* _Exercise description_
Reply only with how many lines below contain "played".

= Beginning of Section =

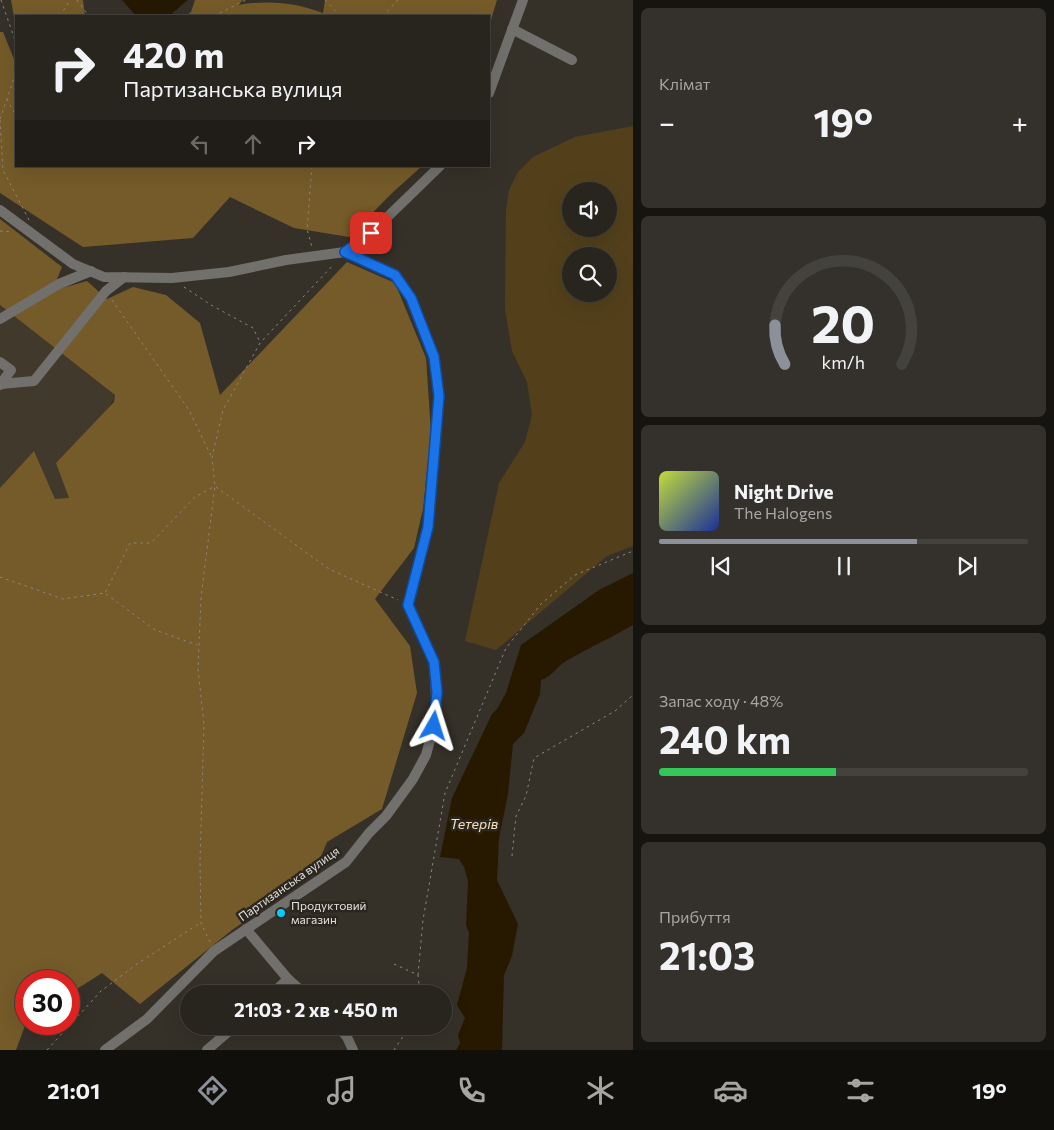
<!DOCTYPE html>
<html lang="uk">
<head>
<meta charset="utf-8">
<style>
	:root { --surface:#28251f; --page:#34312c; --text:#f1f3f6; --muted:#a5a5a4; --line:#44423d; --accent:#8c9099 }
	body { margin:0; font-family:Commissioner,sans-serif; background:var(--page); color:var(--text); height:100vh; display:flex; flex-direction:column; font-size:19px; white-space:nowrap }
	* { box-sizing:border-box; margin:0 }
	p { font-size:16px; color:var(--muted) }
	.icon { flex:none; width:28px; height:28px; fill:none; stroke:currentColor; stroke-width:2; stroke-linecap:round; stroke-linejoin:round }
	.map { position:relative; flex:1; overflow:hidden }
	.details { display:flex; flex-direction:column; gap:8px; padding:8px; background:#161411; width:421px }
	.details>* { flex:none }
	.hud { position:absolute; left:15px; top:15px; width:475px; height:152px; border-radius:0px; box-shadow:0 5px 20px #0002,0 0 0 1px var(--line); background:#28251f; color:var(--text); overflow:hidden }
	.tools { position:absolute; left:562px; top:182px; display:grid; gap:10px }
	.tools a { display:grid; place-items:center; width:55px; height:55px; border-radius:50%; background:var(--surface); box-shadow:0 5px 20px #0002,0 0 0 1px var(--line); font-size:25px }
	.speed { position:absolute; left:15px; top:970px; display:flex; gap:10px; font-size:25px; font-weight:700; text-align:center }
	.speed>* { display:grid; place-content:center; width:65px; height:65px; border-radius:50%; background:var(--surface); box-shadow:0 5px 20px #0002,0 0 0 1px var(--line); line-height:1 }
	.speed .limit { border:8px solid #d22; background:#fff; color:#111 }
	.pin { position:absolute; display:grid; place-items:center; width:42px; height:42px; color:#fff; margin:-21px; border-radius:10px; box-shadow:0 2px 8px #0006 }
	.me { position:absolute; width:55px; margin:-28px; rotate:6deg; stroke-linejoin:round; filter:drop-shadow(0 0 4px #0008) }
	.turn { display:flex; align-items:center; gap:18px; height:105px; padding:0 25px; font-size:22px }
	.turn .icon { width:65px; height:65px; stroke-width:2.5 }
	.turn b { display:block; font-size:35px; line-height:42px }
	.lanes { display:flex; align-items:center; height:48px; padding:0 25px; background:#0003; justify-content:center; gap:25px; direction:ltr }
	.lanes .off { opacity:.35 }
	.big { font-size:38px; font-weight:700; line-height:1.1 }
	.details .widget { flex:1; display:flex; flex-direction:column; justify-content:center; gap:8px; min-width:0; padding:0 18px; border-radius:8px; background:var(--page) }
	.details .dial { align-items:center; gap:0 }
	.dial svg { height:130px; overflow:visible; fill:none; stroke:var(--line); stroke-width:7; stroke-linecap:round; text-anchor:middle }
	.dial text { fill:var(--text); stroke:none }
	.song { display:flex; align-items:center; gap:15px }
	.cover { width:60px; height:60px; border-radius:8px; background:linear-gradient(135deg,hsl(70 70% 55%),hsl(230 70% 35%)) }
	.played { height:5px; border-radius:2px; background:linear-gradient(90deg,var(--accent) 70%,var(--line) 70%) }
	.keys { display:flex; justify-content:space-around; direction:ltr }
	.heat { display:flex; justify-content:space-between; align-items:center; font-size:28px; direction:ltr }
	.charge { height:8px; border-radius:4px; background:linear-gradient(90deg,#34c759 48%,var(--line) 0) }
	.trip { position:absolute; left:180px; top:985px; width:272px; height:50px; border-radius:25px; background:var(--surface); box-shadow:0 5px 20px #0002,0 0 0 1px var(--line); font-weight:700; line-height:50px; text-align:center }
	.tab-bar { display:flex; height:80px; justify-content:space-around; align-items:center; background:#100f0c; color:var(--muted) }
	.tab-bar .icon { width:35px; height:35px }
	.tab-bar .selected { color:var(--accent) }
	.tab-bar b { font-size:22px; color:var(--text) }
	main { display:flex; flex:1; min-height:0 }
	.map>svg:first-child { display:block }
	.built { fill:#40392c }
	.green { fill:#53401b; fill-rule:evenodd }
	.forest { fill:#755b29 }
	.water { fill:#261900 }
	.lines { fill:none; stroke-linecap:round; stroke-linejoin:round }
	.path { stroke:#89867f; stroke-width:1; stroke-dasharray:2.5 4; stroke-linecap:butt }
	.minor { stroke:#72706c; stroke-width:10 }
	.route-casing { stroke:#114b97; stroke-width:12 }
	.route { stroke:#1a73e8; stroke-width:9 }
	.poi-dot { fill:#08cbf9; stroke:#2b2720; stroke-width:2 }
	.labels { text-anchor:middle; stroke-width:5; stroke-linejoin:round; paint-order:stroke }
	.street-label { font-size:12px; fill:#e3e0dc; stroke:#2b2720 }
	.poi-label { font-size:12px; fill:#e3e0dc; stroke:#2b2720; text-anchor:start }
	.water-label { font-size:14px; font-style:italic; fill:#f9e0b4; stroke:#2b2720 }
</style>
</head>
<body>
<main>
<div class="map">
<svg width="633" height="1050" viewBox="0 0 633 1050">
	<rect width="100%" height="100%" fill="#353129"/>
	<!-- built -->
	<path class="built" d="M0,305L115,395L69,498L55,500L34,451L0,488Z"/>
	<!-- green -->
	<path class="green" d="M633,126V546L607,556L496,650L465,641L499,483L525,442L532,415L527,382L512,351L505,309L506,210L509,190L518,172L533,157L575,137ZM571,191H609V229H571ZM571,256H609V294H571Z"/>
	<!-- forest -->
	<g class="forest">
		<path d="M11,0H83L85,16H16V28Z"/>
		<path d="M195,0H243L238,5C269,0 294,2 323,13L325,0H497L489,26V16H186L191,12Z"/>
		<path d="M0,32H3L16,64V166H422L391,194L349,237L294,228L230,197L193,238L83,247L0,193Z"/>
		<path d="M0,219L62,267L52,291L87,281L107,299L133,287L166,295L200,323L220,395L347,262L395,283L426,358L431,432L423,509L414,548L375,599L410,646L417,693L382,809L327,842L314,873L232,930L140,1004L102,973L69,994V981H26V1023L16,1050H0V488L34,451L55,499L69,498L56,463L114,402L115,395L0,305Z"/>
	</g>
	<!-- water -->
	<g class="water">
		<path d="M122,0H188L169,16H136Z"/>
		<path d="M633,573V625C611,638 588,648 566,661C556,667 553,676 541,680L540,694L524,733L513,744L508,794L499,838L497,880L518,924L512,956L504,975L502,1050H456L460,1043L458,1035L465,1018L457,1005L467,968L469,933L466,925L468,881L464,867L459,859L440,857L452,798L492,714L497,709L506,693L521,645L599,590Z"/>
	</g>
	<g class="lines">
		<!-- path -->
		<g class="path">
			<path d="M1,0L16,43"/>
			<path d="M77,0L89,16"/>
			<path d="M325,0L340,16"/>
			<path d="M60,16L70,0"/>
			<path d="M214,16L246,0"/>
			<path d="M383,16L398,0"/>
			<path d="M7,99L16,116"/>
			<path d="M0,119L16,72"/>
			<path d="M0,120L3,170L29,220"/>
			<path d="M312,166L307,229L312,247"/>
			<path d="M0,231L13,232"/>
			<path d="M184,287L211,305L253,328L260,342"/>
			<path d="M112,300L189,410L211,456"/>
			<path d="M216,487L329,569L398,600"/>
			<path d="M0,577L63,599L105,593L130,543H151L195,497L215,486"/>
			<path d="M106,594L155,630L197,645"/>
			<path d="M512,856L516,816L526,796L534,758L615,711L633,695"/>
			<path d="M210,942L201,923L200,863L204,724L198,669L201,598L215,486L212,457L223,410L260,343L334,264"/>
			<path d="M394,964L418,975L420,994"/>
			<path d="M418,975L423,920L445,793L506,648L541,604L575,575L633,551"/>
			<path d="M47,1050L101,991L137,964L200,923"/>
			<path d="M394,1050L410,1026"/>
		</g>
		<!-- minor -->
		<g class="minor">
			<path d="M512,29L572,60"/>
			<path d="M489,93L523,0"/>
			<path d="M0,210L73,264L104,277L172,278L229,272L286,260L345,252L371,233L440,166"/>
			<path d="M0,319L59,284L91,271"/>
			<path d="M0,362L11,370L0,385"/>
			<path d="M1,384L34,381L106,291L124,277"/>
			<path d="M246,929L288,979L272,994"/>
			<path d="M288,979L305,994"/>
			<path d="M338,1026L347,1037L353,1050"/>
			<path d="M105,1050L147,1019L214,951L346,862L369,833L386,816L413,779L426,755L437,714L434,662L408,605L428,527L439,396L434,357L411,298L395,275L345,252"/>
			<path d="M207,1050L235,1026"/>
		</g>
	</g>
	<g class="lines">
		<!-- route casing -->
		<g class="route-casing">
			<path id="route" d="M371,233L345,252L395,275L411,298L434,357L439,396L428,527L408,605L434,662L437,692L434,726"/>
		</g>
		<!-- route -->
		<use href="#route" class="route"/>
	</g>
	<!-- markers -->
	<circle class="poi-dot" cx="281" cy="913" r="5"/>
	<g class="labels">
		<!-- street labels -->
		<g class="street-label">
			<text transform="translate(289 884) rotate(-35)" y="4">Партизанська вулиця</text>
		</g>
		<!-- poi labels -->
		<g class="poi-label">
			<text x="291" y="910">Продуктовий<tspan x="291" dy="14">магазин</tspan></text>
		</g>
		<!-- water labels -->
		<g class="water-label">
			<text x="474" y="829">Тетерів</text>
		</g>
	</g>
</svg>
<div class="tools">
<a><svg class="icon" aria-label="sound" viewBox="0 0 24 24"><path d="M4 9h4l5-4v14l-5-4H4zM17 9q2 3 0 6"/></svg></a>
<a><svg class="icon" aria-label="search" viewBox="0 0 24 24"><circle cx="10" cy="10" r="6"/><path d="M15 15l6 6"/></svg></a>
</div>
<div class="speed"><div class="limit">30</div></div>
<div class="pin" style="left:371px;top:233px;background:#d93025"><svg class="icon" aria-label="arrive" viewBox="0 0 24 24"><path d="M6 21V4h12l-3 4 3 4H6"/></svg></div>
<svg class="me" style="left:434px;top:726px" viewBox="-20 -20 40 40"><path d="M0-17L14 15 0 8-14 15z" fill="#1a73e8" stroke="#fff" stroke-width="4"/></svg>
<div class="trip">21:03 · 2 хв · 450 m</div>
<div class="hud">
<div class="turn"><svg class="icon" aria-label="right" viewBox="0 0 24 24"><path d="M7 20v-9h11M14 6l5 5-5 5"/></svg><div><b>420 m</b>Партизанська вулиця</div></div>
<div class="lanes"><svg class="icon off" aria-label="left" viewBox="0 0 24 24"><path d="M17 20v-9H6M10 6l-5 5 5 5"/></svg><svg class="icon off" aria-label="ahead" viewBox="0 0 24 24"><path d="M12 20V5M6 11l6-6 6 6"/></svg><svg class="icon" aria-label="right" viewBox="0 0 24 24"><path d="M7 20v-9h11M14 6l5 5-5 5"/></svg></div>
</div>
</div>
<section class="details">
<div class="widget"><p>Клімат</p>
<div class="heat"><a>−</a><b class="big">19°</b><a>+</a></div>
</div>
<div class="widget dial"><svg viewBox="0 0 100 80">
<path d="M14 69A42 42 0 1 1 86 69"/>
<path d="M14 69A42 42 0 0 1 8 45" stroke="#8c9099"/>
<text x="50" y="56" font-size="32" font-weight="700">20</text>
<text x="50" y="72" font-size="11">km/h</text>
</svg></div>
<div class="widget">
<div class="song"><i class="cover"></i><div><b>Night Drive</b><p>The Halogens</p></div></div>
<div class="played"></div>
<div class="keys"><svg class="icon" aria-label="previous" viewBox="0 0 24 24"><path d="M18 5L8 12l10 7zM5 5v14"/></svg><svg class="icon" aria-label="pause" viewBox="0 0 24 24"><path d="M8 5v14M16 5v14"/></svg><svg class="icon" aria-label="next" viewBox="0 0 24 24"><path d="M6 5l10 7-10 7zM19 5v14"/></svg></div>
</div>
<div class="widget"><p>Запас ходу · 48%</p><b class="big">240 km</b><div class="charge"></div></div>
<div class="widget"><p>Прибуття</p><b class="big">21:03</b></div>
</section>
</main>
<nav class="tab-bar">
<b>21:01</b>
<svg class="icon selected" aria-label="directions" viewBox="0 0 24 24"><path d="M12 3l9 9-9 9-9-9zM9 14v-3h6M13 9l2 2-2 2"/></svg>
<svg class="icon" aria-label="music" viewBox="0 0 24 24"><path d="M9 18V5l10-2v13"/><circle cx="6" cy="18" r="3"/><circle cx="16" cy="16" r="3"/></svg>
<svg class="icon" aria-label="phone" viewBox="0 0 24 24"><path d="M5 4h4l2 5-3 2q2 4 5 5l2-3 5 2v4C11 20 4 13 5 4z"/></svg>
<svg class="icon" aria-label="climate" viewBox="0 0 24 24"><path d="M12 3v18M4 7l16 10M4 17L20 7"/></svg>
<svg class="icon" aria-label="car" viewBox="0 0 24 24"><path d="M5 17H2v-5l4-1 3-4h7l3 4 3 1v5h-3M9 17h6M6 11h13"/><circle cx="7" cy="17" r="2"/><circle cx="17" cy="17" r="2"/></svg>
<svg class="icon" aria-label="filters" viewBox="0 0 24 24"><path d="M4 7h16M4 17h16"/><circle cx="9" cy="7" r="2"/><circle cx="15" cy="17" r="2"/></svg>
<b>19°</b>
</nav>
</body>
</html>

= End of Section =

* _Result of this exercise_
2